Much of the controversy has centred on the villa’s current name. Originally known as the Villa Margherita, the residence became state property after the war and was bought by the Cassa di Risparmio di Rimini bank in 1997, which entrusted the property to the municipality of Riccione. After a major renovation, the villa was reopened by left-wing councillors as a venue for exhibitions and events with the new name Villa Mussolini. A number of political groups and local associations have since called for the property’s original name to be reinstated.
‘Who knows what Capa would have thought?’
Writing on Facebook, Valter Vecellio, a former deputy news editor for the Rai 2 television channel, said that organising an exhibition of works by the “anti-totalitarian” Capa in a “place that bears the name of Il Duce [Mussolini’s nickname]” was “paradoxical”. Alessandro Fulloni, a reporter for the newspaper Corriere della Sera, asked in a separate Facebook post: “who knows what Capa, a Jew and anti-fascist, would have thought of that exhibition”.
The villa was Mussolini’s summer home until 1943, and became a venue for exhibitions in 2005
Photo: Matrixmorbidoso
Matatia said that his own family history made the question of the villa’s name especially sensitive. Nissim Matatia, Roberto’s uncle, a Turkish furrier who had emigrated to Italy in the early 20th-century, bought land near the Villa Margherita in 1930, building a house in which he later lived as neighbours of the Mussolinis. Nissim Matatia, his wife and three children were deported to Auschwitz between 1943 and 1944, Roberto Matatia says. None of them survived.
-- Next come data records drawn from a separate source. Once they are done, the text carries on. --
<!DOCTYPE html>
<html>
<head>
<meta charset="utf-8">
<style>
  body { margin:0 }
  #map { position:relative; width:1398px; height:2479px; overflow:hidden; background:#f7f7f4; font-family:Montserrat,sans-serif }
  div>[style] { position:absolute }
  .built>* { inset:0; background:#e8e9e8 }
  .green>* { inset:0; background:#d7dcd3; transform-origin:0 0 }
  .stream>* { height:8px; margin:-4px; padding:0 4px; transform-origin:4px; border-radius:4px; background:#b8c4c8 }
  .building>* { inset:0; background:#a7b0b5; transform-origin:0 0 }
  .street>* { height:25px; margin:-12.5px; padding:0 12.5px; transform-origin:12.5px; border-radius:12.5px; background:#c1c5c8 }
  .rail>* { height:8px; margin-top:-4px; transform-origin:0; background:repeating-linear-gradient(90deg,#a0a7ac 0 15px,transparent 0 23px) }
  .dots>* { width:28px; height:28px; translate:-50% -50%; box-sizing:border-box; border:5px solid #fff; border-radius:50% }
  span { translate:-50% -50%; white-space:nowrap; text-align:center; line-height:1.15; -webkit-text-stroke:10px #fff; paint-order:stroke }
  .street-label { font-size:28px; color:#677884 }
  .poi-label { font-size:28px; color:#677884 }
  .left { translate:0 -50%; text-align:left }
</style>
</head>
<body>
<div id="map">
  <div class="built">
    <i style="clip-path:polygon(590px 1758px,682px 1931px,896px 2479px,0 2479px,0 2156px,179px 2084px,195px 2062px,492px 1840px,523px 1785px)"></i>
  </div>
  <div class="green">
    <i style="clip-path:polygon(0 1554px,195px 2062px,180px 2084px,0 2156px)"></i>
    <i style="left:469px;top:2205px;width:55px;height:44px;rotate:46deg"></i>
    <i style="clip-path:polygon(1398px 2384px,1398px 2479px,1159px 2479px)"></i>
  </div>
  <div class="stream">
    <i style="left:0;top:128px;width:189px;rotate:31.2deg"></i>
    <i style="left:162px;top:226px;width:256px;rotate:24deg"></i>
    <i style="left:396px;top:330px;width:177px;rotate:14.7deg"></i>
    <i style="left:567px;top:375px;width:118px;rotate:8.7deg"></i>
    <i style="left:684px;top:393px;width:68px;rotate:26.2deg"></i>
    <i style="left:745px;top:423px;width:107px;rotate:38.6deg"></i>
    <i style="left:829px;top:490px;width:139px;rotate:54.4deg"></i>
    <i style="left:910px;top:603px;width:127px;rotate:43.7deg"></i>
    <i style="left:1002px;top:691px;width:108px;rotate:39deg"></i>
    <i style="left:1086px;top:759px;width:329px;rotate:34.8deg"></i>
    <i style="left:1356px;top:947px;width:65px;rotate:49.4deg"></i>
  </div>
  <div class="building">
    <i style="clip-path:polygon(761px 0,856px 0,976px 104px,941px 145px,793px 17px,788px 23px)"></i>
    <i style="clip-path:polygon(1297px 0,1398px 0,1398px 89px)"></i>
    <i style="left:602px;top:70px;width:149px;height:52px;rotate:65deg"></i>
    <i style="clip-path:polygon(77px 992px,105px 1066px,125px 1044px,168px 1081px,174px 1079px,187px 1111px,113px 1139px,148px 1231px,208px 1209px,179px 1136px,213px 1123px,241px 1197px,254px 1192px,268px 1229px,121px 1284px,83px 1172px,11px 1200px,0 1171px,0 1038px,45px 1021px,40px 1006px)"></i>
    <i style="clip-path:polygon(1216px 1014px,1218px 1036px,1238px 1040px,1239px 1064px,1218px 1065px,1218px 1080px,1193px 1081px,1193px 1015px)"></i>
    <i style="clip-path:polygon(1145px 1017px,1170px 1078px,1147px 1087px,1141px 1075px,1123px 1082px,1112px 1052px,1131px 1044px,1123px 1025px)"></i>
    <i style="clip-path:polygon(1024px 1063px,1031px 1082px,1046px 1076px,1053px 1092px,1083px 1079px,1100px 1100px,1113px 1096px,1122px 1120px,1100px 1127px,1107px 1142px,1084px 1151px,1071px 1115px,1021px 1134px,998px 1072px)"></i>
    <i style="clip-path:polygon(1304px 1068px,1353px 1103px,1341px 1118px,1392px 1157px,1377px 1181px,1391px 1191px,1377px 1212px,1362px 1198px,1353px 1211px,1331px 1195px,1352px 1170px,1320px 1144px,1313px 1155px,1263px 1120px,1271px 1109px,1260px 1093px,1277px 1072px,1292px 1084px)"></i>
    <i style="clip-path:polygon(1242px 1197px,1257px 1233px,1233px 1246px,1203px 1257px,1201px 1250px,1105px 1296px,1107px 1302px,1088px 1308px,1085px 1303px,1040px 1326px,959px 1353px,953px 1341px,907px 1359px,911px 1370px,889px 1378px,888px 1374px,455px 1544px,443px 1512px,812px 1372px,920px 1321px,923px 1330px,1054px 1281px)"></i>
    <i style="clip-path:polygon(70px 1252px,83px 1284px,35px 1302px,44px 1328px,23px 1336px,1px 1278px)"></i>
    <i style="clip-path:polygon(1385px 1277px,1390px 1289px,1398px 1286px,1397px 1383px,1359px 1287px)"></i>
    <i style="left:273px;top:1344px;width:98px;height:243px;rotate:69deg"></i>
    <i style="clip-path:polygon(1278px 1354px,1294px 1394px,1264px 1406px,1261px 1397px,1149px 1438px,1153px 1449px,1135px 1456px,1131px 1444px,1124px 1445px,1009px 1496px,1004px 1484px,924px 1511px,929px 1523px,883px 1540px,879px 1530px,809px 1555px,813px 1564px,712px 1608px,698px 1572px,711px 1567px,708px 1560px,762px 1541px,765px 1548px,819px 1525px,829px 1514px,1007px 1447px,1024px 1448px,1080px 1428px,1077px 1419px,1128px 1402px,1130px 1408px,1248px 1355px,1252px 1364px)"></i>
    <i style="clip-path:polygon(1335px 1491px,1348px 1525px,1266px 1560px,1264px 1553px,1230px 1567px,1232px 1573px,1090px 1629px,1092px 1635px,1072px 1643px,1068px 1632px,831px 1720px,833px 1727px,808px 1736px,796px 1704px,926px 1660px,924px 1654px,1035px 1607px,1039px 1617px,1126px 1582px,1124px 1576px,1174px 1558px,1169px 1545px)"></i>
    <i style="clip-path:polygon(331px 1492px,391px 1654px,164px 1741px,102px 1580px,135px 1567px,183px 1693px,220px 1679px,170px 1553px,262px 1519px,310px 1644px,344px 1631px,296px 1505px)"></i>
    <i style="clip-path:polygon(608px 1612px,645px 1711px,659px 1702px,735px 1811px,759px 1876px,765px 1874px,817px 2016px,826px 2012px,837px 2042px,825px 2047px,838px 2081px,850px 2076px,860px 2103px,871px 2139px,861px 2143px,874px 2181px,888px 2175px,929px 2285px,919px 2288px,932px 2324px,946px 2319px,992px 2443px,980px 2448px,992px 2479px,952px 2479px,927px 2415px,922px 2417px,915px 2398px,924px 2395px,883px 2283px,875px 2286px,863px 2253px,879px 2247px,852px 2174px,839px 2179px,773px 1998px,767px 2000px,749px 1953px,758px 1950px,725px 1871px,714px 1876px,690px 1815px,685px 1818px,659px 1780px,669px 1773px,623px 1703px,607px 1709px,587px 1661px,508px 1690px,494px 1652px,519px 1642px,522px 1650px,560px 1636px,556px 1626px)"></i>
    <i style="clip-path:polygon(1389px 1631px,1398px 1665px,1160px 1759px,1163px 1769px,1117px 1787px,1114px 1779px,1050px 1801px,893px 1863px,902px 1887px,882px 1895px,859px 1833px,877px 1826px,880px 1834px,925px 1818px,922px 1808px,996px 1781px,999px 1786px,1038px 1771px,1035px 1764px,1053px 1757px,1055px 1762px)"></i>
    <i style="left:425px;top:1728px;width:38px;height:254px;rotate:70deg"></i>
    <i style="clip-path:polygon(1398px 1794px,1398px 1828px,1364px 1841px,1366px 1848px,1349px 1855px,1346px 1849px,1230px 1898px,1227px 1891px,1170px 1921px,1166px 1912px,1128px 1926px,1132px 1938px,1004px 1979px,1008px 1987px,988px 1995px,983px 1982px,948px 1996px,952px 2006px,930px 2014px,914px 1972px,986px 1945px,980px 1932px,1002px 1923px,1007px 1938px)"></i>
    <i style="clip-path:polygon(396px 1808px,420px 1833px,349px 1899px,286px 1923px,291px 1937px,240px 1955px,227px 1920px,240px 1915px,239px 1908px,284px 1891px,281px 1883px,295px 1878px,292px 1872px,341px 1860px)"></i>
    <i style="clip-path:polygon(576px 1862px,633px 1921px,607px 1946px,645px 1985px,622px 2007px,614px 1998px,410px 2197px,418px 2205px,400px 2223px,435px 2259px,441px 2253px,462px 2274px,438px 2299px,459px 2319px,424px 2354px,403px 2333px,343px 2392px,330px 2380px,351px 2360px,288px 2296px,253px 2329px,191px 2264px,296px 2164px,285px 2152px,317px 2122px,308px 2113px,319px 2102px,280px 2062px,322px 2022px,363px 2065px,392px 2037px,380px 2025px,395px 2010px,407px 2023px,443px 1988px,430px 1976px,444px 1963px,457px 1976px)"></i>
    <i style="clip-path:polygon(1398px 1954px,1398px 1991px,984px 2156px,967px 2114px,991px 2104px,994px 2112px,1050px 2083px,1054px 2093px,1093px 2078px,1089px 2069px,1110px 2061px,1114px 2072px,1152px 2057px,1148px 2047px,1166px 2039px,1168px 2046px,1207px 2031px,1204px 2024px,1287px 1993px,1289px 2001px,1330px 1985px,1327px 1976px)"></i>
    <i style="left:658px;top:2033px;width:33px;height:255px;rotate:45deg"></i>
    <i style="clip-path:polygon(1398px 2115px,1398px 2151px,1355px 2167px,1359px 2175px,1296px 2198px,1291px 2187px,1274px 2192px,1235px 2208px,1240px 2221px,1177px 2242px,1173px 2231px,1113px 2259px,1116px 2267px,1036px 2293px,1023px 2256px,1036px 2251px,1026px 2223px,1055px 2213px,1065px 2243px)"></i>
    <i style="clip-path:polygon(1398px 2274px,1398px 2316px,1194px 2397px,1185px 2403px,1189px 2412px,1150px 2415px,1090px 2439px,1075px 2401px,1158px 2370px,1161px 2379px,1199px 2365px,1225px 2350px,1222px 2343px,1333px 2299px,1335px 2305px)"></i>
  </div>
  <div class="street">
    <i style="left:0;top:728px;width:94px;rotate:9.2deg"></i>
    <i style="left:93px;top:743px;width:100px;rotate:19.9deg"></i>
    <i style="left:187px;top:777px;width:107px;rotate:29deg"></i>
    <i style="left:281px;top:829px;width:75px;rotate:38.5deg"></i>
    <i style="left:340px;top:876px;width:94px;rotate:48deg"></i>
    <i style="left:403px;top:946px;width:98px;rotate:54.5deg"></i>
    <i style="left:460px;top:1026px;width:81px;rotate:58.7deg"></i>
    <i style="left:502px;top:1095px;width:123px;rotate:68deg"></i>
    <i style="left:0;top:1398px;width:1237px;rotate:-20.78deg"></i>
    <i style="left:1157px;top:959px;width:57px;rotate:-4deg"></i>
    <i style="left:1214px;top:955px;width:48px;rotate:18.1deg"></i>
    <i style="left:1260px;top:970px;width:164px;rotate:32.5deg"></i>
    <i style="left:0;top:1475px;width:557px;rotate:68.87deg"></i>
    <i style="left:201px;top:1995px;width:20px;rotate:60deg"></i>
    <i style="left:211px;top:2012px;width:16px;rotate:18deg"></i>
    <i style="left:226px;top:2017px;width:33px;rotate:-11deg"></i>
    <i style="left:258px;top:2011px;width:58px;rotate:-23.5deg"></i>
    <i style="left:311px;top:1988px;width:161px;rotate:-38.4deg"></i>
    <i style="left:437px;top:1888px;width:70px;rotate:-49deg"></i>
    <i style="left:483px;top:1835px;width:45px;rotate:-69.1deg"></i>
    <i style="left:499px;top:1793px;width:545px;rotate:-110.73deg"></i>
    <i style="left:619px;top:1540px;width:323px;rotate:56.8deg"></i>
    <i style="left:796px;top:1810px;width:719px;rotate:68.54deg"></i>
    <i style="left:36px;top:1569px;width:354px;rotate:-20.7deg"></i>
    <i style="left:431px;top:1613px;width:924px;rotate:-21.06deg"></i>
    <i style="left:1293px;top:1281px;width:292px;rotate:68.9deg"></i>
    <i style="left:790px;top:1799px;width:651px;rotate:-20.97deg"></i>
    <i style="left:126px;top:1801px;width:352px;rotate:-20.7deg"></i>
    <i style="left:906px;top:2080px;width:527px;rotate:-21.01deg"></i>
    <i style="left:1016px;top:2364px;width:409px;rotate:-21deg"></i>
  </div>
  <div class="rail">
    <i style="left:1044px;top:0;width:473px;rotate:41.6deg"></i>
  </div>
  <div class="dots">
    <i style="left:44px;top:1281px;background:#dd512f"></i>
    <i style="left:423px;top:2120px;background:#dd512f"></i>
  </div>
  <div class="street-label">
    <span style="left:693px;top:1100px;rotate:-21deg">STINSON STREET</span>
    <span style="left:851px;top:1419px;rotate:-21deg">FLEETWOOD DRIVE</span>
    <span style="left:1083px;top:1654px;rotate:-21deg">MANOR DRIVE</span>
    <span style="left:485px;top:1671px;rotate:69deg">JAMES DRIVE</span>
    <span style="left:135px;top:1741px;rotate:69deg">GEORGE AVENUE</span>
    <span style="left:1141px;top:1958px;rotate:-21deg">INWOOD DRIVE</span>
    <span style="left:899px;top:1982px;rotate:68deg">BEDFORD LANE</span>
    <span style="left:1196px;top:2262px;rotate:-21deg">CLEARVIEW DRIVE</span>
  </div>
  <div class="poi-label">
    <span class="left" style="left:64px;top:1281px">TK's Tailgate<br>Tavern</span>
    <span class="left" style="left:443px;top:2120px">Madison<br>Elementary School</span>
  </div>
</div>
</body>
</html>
The municipality of Riccione did not respond to The Art Newspaper’s requests for interview or comment. However, Roberto Mutti claimed that the spacious villa was an ideal location for the exhibition because its three floors allowed for the show’s thematic sections to be easily distributed. “The name of the villa is a bit embarrassing,” Mutti conceded. “Certainly, if it had been called the Centre for Photography there might have been less controversy.”